Walter Wink explains that in Jesus’ words, “Do not resist an evildoer,” the word usually translated resist (antistēnai) is a military term meaning to come against in battle. “In short, antistenai means more here than simply to “resist” evil. It means to resist violently, to revolt or rebel, to engage in an armed insurrection.”1 Jesus’ call is one to nonviolent resistance, of finding a way between violence and passivity. Jesus then gives three creative examples—ways of living out this “third way.”

To understand the first example, we must remember that in the culture of Jesus’ day, only the right hand would be used to strike someone—the left would be considered dishonourable. To strike someone on the right cheek, then, requires a “backhander” (Try hitting someone with your right fist on the left cheek.) It is the way that a person in a position of power (such as a slave owner) hits someone considered an inferior (such as a slave). To “turn the other cheek,” then, is a way for a person with less power to refuse to be treated as inferior. “By turning the cheek, then, the ‘inferior’ is saying: ‘I’m a human being, just like you. I refuse to be humiliated any longer. I am your equal. I am a child of God. I won’t take it anymore.’”2

Similarly, Jesus’ teaching to “give your cloak as well” envisages a situation where a person who has fallen into debt is being sued by a creditor. We need to keep in mind the injustice of the debt system of Jesus’ time, and the way it was designed to strip the poor of their land. With nothing else to give, handing over the cloak would mean effectively stripping naked, and in that culture bringing shame on the creditor.

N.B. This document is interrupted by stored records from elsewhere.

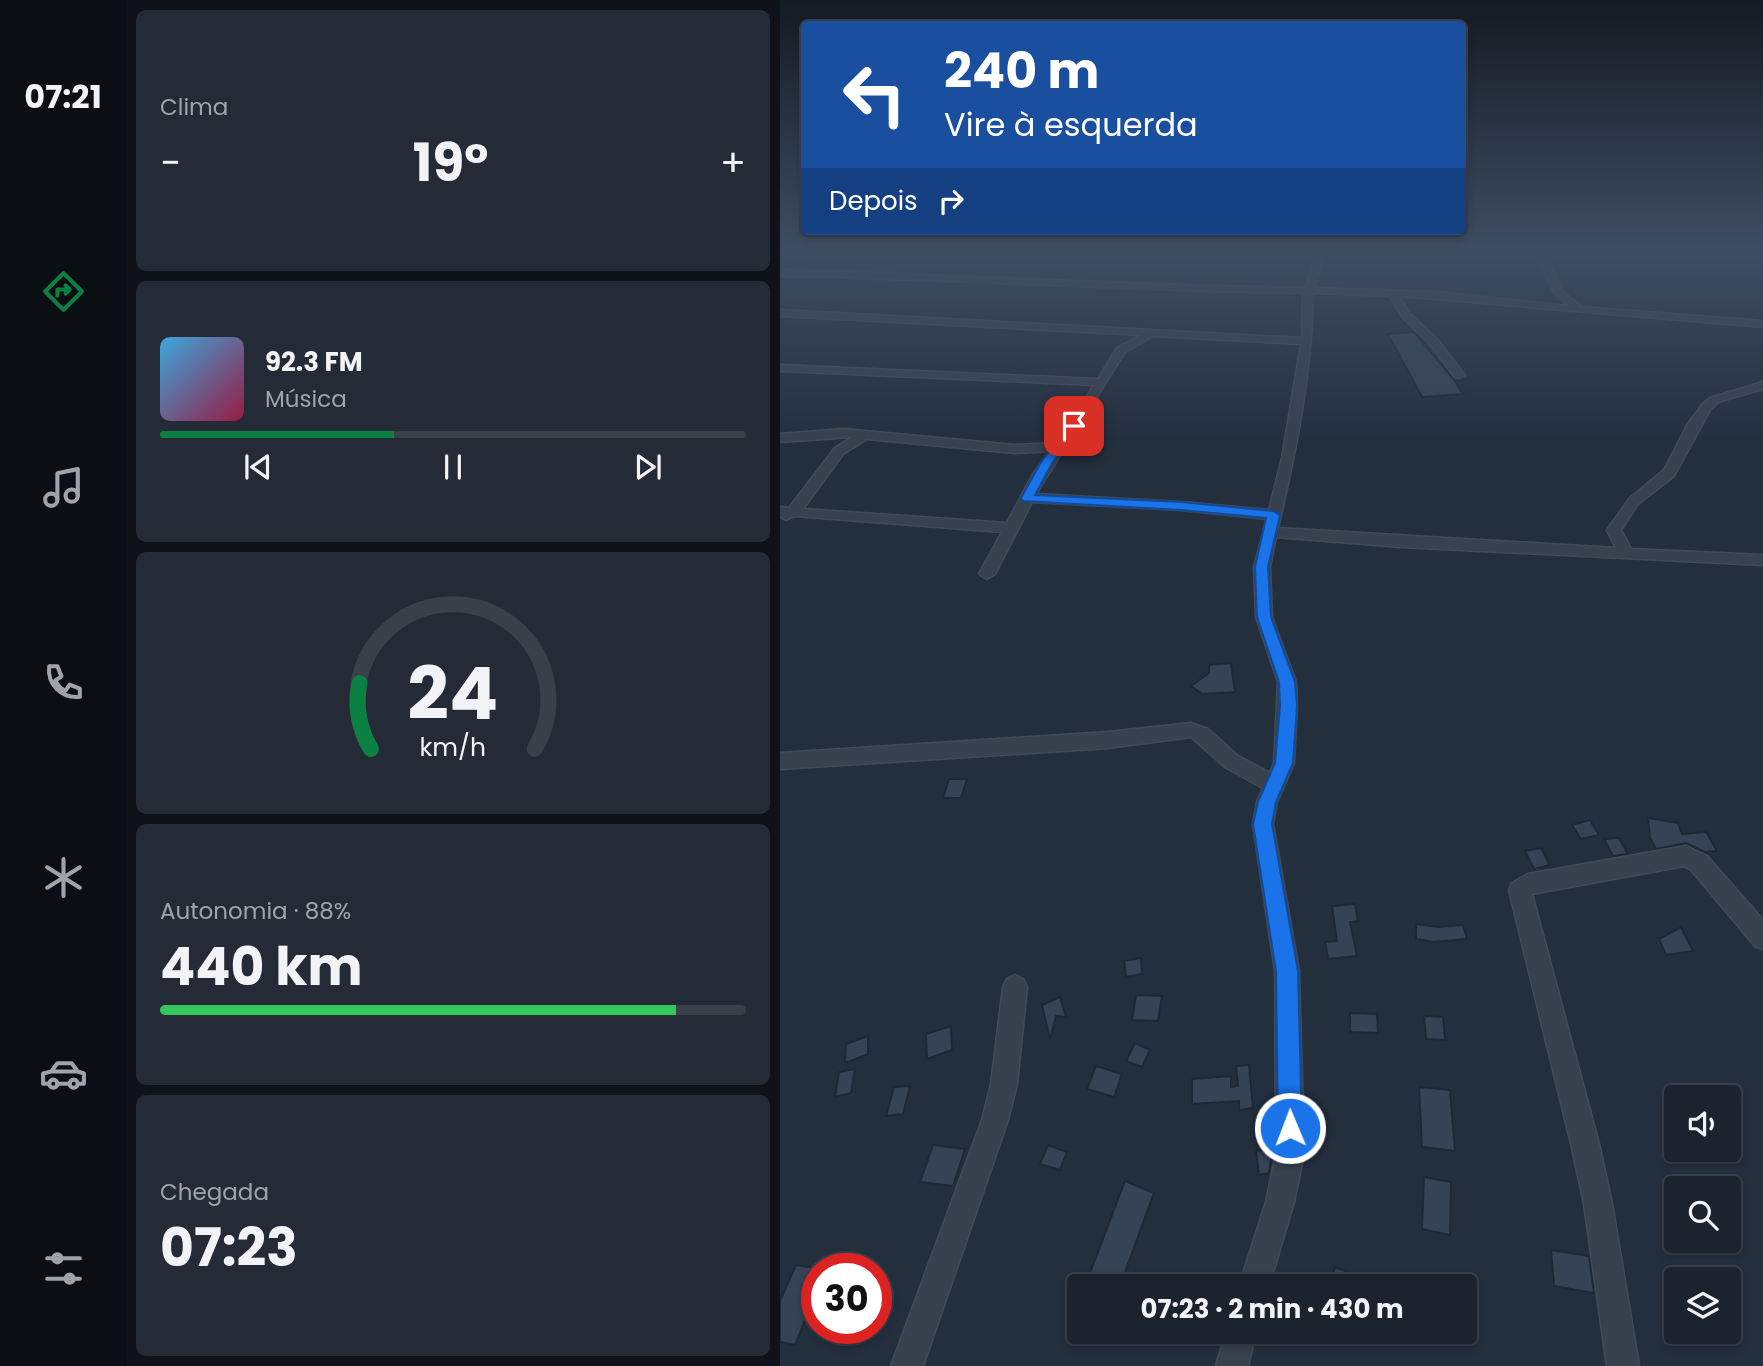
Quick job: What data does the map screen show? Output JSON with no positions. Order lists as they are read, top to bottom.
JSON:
{
  "page": {
    "tabs": "07:21",
    "tile": [
      "Clima",
      ["Autonomia · 88%", "440 km"],
      ["Chegada", "07:23"]
    ],
    "turn": ["240 m", "Vire à esquerda"],
    "heat": ["−", "19°", "+"],
    "then": "Depois",
    "song": ["92.3 FM", "Música"],
    "limit": "30",
    "trip": "07:23 · 2 min · 430 m",
    "gauge": ["24", "km/h"]
  }
}
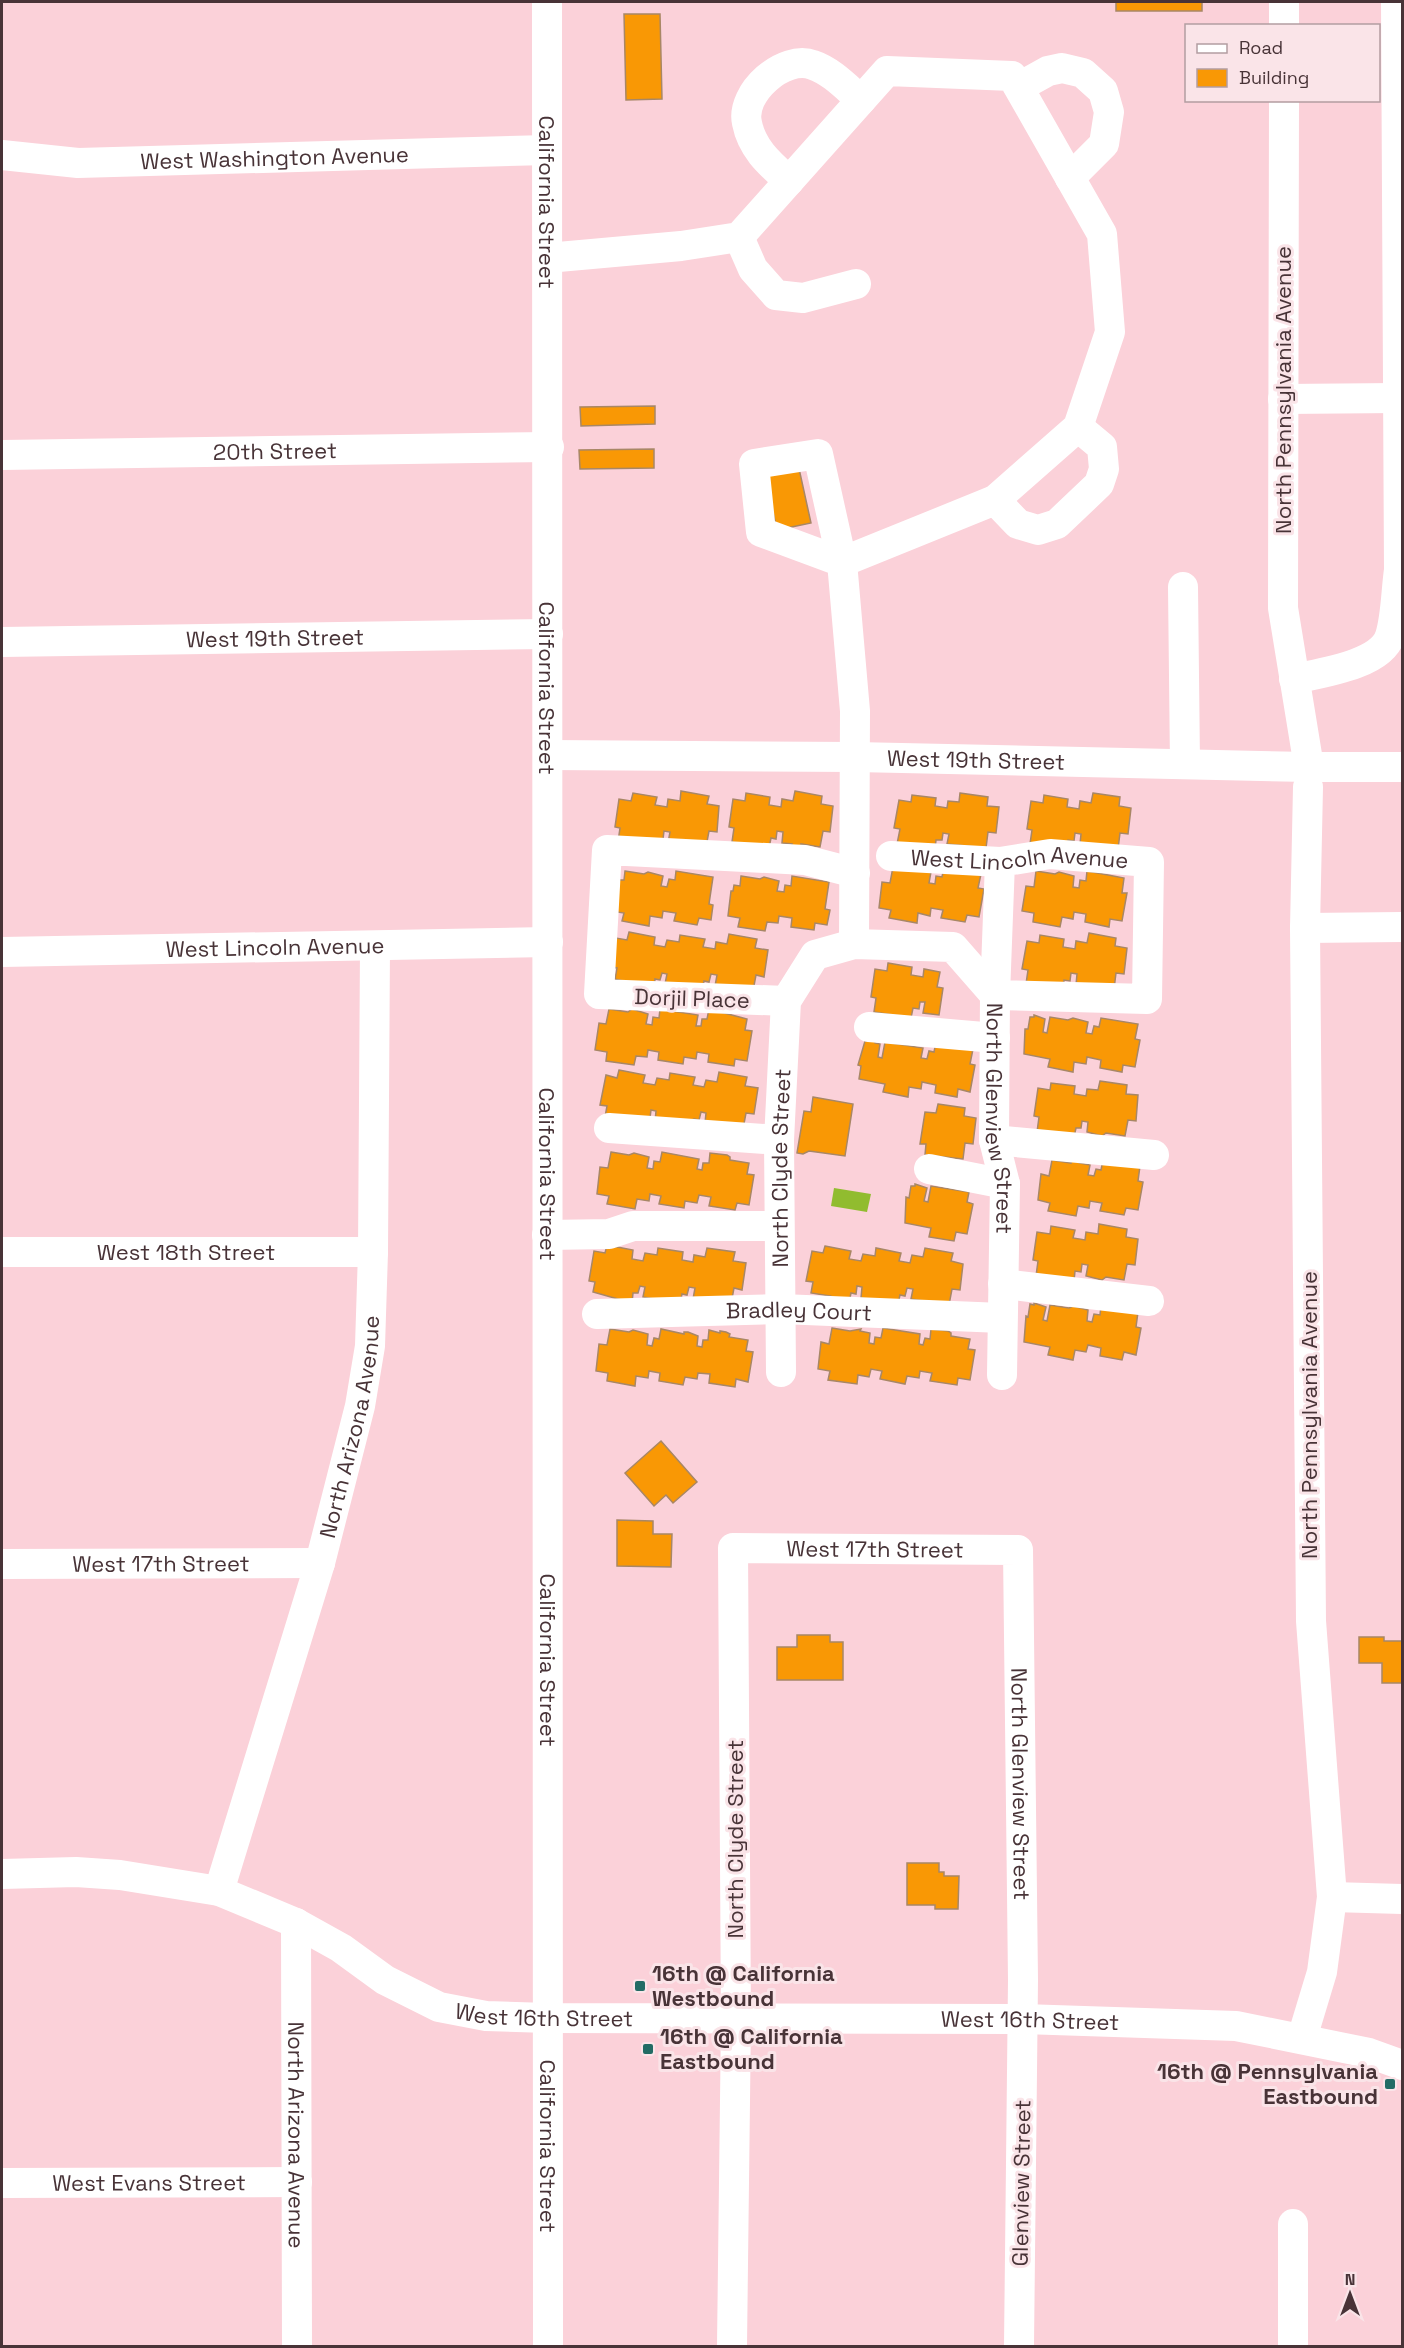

Thirdly, “going the extra mile” is not simply a call to go over and above one’s duty. In Jesus’ day Roman soldiers were allowed to force people to carry their packs for one mile. But anything beyond one mile was not allowed and could mean harsh punishment for a soldier. To “go the extra mile” is actually to put the soldier in a very difficult position. In this example Jesus is “helping an oppressed people find a way to protest and neutralize an onerous practice despised throughout the empire.3

Finally, the teaching on almsgiving is an example in which Jesus’ followers relate not to those with power over them, but to those who have even less power than them. It is always tempting to perpetuate the ways and systems of injustice, even for those who are too often on the underside of them. Be generous, says Jesus. Subvert the cycle of greed, debt and dispossession by refusing to treat others in that way. For then it is then that God’s reign might be expressed.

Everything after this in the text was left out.